I’m a rebound romantic. I once was blindly in love with nature—romantically and lustfully in love. I immersed myself in the deep waters and penetrating solitude of wilderness lakes at the border between Minnesota and Canada, bushwhacked through dense rhododendron forests up steep Appalachian Mountains in pursuit of sunsets, and lost hours meditating on changing colors deep within the Grand Canyon. I opened windows to let flies escape and did not fish for sport because I found no pleasure in causing fish pain. I followed a vegetarian diet, took short showers, turned off lights, and faithfully recycled all materials my community allowed. I tried to take only memories and leave only footprints. But I was painfully aware that by living my life, I created trails in wilderness, trash in dumps, and carbon in the atmosphere. I felt guilty about being human and destroying the nature I loved.
The guilt grew as I took advantage of life’s opportunities to travel the world and raise a family. I had to ignore or suppress this guilt in order to stay sane while leading a professional, middle-class American lifestyle. I knowingly became a hypocrite. I stocked bathrooms in my old but sturdy wood house with ample supplies of soft, clean toilet paper. I drove a car to work more often than I biked. I drank imported beer in nonreturnable bottles. I started eating steak again, and I liked it. On cold snowy days, I appreciated the warmth and comfort of my oil-fired furnace. I flew to conferences, drove on holidays to visit family members, and surfed the Web.
As I struggled with being a hypocrite, it soon dawned on me that I also was a bigamist. I loved both nature and culture. I’d been captivated by fine music and literature, mesmerized by Michelangelo’s David, and awed by the Great Wall of China. I loved sipping fine wine at Australian vineyards and strolling dreamily through the tended Tuscan landscapes. I eagerly enriched my life with friends and ideas from around the world and marvel at the beauty and integrity humans create.
The first part of my professional career focused on the study, management, and protection of romantic experiences in nature. I taught in landscape architecture and natural resource recreation programs, conducted studies in natural areas, and developed methods to assess and legitimize public preferences for nature. Then, with the pressures of establishing a career and family behind me, and awareness of my hypocrisy and bigamy in front of me, I sought to resolve some contradictions in my life.

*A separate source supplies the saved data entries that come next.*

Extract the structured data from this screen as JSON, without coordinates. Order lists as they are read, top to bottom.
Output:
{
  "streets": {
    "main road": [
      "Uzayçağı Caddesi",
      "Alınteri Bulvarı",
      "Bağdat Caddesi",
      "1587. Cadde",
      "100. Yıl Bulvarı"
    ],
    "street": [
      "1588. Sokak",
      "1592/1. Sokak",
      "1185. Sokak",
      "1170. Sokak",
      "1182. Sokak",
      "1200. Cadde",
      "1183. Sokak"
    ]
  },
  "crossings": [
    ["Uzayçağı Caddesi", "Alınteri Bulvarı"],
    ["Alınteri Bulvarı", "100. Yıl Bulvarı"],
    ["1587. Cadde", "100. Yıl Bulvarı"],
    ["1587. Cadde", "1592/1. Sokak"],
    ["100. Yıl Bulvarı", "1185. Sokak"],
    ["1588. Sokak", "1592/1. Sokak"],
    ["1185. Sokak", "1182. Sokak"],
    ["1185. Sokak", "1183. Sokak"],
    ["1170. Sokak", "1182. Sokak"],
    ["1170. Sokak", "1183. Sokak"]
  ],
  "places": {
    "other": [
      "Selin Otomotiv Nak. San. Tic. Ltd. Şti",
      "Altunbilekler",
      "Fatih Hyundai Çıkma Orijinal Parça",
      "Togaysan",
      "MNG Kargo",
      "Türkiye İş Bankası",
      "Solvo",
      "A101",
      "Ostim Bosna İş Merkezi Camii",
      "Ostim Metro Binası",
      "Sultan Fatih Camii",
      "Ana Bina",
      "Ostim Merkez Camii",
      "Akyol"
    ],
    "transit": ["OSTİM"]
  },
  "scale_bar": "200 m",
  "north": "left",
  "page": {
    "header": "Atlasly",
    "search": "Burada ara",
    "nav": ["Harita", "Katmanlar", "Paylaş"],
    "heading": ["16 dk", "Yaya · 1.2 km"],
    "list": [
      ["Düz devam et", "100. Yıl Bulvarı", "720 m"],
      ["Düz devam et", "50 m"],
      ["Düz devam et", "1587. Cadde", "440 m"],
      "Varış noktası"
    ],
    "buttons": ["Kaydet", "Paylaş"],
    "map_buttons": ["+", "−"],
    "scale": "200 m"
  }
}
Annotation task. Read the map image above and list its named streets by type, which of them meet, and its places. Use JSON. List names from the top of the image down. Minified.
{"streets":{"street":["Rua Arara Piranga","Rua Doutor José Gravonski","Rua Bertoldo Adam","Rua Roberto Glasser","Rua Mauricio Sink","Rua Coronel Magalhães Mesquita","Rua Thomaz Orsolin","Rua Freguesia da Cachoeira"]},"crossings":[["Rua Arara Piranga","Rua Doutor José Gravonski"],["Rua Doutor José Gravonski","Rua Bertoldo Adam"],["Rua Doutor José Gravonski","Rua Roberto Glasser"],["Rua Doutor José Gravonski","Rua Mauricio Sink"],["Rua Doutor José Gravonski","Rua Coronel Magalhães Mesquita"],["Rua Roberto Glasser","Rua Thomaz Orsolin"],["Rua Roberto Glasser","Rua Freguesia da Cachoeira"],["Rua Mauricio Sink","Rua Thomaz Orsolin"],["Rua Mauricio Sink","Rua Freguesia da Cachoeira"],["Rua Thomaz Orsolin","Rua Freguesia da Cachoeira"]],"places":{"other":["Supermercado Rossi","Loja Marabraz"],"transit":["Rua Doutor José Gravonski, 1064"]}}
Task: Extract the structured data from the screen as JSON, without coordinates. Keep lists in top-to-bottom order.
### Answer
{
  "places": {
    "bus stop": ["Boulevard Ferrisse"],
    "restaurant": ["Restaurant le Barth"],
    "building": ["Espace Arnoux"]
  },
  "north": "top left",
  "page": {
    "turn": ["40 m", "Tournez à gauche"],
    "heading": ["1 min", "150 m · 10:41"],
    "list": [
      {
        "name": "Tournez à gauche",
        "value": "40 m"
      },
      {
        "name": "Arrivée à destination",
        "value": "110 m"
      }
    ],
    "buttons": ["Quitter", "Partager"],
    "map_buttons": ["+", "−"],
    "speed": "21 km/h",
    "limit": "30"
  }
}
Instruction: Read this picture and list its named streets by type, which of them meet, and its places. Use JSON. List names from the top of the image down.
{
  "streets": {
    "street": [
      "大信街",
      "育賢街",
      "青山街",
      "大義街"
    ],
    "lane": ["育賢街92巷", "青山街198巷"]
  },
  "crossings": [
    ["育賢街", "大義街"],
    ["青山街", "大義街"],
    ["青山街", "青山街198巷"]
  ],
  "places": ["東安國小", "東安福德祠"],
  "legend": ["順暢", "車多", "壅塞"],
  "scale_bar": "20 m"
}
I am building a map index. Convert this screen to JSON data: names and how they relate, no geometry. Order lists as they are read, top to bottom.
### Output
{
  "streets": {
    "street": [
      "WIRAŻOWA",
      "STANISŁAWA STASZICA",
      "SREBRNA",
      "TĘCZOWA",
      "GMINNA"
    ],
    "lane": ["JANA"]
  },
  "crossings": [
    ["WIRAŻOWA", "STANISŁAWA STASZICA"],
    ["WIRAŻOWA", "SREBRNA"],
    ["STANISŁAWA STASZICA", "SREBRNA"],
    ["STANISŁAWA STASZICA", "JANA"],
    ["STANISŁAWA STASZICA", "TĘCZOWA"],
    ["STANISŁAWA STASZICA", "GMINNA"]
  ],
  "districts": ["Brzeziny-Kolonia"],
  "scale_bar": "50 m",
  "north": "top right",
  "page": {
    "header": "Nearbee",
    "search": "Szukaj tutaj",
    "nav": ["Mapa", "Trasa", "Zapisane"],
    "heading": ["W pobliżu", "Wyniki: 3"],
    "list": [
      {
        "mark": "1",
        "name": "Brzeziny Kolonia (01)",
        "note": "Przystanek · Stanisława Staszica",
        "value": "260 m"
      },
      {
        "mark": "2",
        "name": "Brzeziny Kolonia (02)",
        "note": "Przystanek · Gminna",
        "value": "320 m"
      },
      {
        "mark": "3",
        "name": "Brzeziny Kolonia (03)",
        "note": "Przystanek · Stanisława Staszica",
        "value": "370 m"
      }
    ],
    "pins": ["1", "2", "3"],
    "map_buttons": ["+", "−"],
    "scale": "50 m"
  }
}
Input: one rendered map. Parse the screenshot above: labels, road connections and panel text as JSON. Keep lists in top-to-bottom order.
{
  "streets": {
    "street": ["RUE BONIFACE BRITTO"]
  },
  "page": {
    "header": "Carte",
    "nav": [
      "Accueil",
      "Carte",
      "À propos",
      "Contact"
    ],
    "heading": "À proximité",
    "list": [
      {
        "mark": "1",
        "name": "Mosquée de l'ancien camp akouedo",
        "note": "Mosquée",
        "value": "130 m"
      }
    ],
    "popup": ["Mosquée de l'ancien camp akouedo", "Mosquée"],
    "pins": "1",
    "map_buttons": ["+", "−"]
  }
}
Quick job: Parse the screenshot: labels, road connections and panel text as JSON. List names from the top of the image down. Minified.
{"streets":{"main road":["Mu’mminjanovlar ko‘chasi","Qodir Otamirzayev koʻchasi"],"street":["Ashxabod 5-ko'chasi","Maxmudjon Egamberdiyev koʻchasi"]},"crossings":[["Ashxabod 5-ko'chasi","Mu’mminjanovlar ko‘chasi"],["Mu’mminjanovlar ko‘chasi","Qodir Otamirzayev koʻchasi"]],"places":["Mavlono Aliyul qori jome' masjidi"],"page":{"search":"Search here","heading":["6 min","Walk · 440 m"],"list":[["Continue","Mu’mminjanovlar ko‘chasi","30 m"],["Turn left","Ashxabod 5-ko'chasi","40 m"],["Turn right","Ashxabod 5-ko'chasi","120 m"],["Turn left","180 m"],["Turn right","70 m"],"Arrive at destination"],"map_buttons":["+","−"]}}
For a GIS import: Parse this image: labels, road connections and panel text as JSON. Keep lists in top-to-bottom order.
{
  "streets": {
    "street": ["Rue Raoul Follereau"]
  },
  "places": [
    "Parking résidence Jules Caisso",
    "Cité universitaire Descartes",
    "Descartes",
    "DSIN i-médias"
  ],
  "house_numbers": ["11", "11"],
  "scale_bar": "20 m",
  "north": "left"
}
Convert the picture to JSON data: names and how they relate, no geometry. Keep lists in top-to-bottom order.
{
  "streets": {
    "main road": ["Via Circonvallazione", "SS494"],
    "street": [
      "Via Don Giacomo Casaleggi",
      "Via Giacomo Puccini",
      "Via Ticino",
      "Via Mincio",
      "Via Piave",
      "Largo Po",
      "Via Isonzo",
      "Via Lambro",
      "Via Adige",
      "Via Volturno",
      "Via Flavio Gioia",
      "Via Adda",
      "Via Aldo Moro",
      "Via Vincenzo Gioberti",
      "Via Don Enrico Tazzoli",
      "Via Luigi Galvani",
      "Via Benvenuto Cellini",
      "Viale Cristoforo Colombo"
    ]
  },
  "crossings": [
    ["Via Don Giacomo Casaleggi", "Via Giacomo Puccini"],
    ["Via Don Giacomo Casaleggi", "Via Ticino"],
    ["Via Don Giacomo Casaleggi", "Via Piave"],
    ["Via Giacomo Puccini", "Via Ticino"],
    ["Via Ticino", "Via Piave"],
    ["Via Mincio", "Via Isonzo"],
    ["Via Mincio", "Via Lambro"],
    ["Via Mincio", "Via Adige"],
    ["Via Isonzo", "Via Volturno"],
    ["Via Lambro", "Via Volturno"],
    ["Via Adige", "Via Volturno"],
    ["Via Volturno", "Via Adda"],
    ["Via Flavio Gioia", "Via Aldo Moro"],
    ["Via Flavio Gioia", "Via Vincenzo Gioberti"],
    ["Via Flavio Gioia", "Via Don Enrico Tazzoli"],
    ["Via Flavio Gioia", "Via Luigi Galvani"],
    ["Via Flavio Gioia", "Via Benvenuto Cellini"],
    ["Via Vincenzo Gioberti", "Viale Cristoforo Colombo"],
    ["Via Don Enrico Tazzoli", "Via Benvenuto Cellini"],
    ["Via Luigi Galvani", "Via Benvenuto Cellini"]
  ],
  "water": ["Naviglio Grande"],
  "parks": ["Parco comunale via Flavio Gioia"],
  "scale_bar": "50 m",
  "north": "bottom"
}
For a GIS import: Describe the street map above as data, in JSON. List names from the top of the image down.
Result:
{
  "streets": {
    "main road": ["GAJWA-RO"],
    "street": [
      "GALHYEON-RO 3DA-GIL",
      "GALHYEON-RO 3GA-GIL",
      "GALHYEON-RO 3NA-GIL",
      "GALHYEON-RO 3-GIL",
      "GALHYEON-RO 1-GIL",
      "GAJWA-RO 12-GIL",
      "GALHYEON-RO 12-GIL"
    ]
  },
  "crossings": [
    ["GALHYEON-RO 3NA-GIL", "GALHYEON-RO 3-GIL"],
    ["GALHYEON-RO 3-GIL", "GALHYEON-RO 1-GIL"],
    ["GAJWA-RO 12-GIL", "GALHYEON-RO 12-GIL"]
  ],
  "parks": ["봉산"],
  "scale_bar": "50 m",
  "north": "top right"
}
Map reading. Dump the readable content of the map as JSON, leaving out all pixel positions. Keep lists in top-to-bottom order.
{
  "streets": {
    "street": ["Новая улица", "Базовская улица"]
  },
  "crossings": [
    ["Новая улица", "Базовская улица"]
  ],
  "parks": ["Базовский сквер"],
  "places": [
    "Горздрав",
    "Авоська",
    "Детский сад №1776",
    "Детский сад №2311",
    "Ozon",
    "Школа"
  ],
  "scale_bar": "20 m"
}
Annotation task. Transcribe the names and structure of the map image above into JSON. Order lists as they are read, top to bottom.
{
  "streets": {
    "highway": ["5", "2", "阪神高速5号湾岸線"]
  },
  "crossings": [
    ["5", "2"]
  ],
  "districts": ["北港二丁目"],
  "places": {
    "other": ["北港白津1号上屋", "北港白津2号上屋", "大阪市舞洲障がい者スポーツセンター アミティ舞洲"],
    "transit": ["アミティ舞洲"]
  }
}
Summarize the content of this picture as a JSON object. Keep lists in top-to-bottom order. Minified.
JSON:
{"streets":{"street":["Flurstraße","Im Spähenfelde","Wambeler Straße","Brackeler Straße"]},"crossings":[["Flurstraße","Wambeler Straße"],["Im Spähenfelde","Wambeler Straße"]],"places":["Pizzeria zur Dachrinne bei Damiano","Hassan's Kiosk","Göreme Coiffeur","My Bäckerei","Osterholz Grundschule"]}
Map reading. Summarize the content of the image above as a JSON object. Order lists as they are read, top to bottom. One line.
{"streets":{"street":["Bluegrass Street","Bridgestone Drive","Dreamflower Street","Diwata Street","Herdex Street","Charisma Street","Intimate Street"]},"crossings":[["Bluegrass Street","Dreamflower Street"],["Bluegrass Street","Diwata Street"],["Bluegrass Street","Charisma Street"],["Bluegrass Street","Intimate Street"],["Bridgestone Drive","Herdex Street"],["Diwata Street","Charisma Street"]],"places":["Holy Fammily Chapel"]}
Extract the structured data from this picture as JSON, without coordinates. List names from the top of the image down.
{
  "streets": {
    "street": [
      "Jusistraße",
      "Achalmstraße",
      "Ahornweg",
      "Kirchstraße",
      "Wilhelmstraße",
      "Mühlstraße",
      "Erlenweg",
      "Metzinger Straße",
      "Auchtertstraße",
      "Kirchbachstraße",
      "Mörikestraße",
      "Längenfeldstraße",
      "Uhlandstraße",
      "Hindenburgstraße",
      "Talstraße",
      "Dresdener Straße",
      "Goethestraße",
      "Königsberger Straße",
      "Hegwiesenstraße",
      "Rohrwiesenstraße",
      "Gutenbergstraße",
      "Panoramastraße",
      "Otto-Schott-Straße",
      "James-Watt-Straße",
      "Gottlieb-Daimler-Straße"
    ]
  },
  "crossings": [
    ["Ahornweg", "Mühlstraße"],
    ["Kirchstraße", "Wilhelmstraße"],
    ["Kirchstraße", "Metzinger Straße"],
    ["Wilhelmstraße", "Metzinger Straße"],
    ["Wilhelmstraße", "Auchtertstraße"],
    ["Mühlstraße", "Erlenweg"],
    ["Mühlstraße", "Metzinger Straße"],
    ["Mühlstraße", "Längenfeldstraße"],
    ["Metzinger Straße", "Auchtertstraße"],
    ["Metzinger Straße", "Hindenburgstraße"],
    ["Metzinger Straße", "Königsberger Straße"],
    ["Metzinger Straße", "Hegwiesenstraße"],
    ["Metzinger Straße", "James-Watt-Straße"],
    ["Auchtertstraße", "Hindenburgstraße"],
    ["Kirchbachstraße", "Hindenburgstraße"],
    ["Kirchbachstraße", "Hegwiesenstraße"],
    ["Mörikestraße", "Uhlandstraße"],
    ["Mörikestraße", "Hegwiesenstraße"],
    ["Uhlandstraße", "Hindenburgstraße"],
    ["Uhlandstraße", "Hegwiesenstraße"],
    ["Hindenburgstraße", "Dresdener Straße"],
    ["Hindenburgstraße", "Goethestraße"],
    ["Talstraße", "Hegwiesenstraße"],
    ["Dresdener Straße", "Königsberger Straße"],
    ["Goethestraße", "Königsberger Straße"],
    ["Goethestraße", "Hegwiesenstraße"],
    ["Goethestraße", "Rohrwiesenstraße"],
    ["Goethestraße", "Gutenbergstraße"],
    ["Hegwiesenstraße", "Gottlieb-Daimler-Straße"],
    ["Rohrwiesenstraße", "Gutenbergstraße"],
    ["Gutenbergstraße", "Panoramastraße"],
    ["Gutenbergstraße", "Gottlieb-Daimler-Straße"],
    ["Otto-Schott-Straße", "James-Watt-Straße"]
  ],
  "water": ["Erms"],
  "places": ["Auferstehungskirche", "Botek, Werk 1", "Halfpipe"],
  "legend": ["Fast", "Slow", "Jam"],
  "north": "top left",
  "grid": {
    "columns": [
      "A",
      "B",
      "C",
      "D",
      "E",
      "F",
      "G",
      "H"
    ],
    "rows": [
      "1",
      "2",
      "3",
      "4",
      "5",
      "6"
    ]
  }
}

As a good romantic, I looked to nature for lessons. Pillars of U.S. environmentalism such as Thoreau, Leopold, and Muir found inspiration and guidance in nature, so I searched for answers in wild places and in the scientific studies of nature. I was disappointed to find no absolutes, only qualifications. Rather than an inspiring nature that knew best and could help me establish priorities and defend values, I learned about a dynamic and capricious nature. I found deep divisions and intense debate among my natural science colleagues over issues I had taken for granted: biodiversity is good, ecosystems have integrity, forests have health, species are entities, and naturalness can be defined. And I confronted the dark side to eco-philosophy that promotes fascism, social Darwinism, and misanthropy. Where Muir found humility and interconnectedness, Hitler found genocide and brutality.
I felt like my lover had abandoned me. If nature really was dynamic, capricious, and arbitrary, then perhaps I could be too. My guilt began to ease and my embrace of things cultural grew; clearly I was on the rebound from a shattered relationship and needed to be careful of new infatuations. I remained uneasy about my inability to judge environmental policies and evaluate alternative development scenarios. In what environment did I want to live? What environmental qualities should I advocate? How could I defend my preferences? I had so many more questions than answers that I soon felt more helpless than guilty. My most troubling realization was that I could not define or defend the nature I had loved. What was my lover? A fantasy? An expectation? A social construction?
My tools and training failed to help me make sense of these questions, so I redirected my professional career and began studying environmental debates and land-use planning efforts. I wanted to learn how others were resolving life’s contradictions. Obviously many people had strong opinions (as evidenced by negotiation train wrecks, endless litigation of land-use plans, and heated scholarly debates about the nature of nature). I interviewed scores of people—some experts, some not—about their environmental preferences and concerns. I found that most people were at least as confused as I, and often became visibly anxious when my questions penetrated through their deep-seated beliefs and assumptions about nature and about humanity’s relationship to nature.
Why is nature so elusive a lover? Why did I struggle defining it, justifying its existence, explaining my values for it, and figuring out how I should relate to it? Why do we as a society have such a hard time finding agreement on essential questions about the environmental conditions we want for ourselves and our descendants? The answer, I now suspect, is because environmental fundamentalism traps us in narrow, self-reinforcing, and polarizing debates. Actively pluralizing nature provided me the means to overcome these fundamentalist traps. Hope of deliberation and discourse replaced the helplessness of polarization and paralysis. Optimism about finding common ground replaced the negativity of pointing out differences. I rebounded back into a relationship with many natures.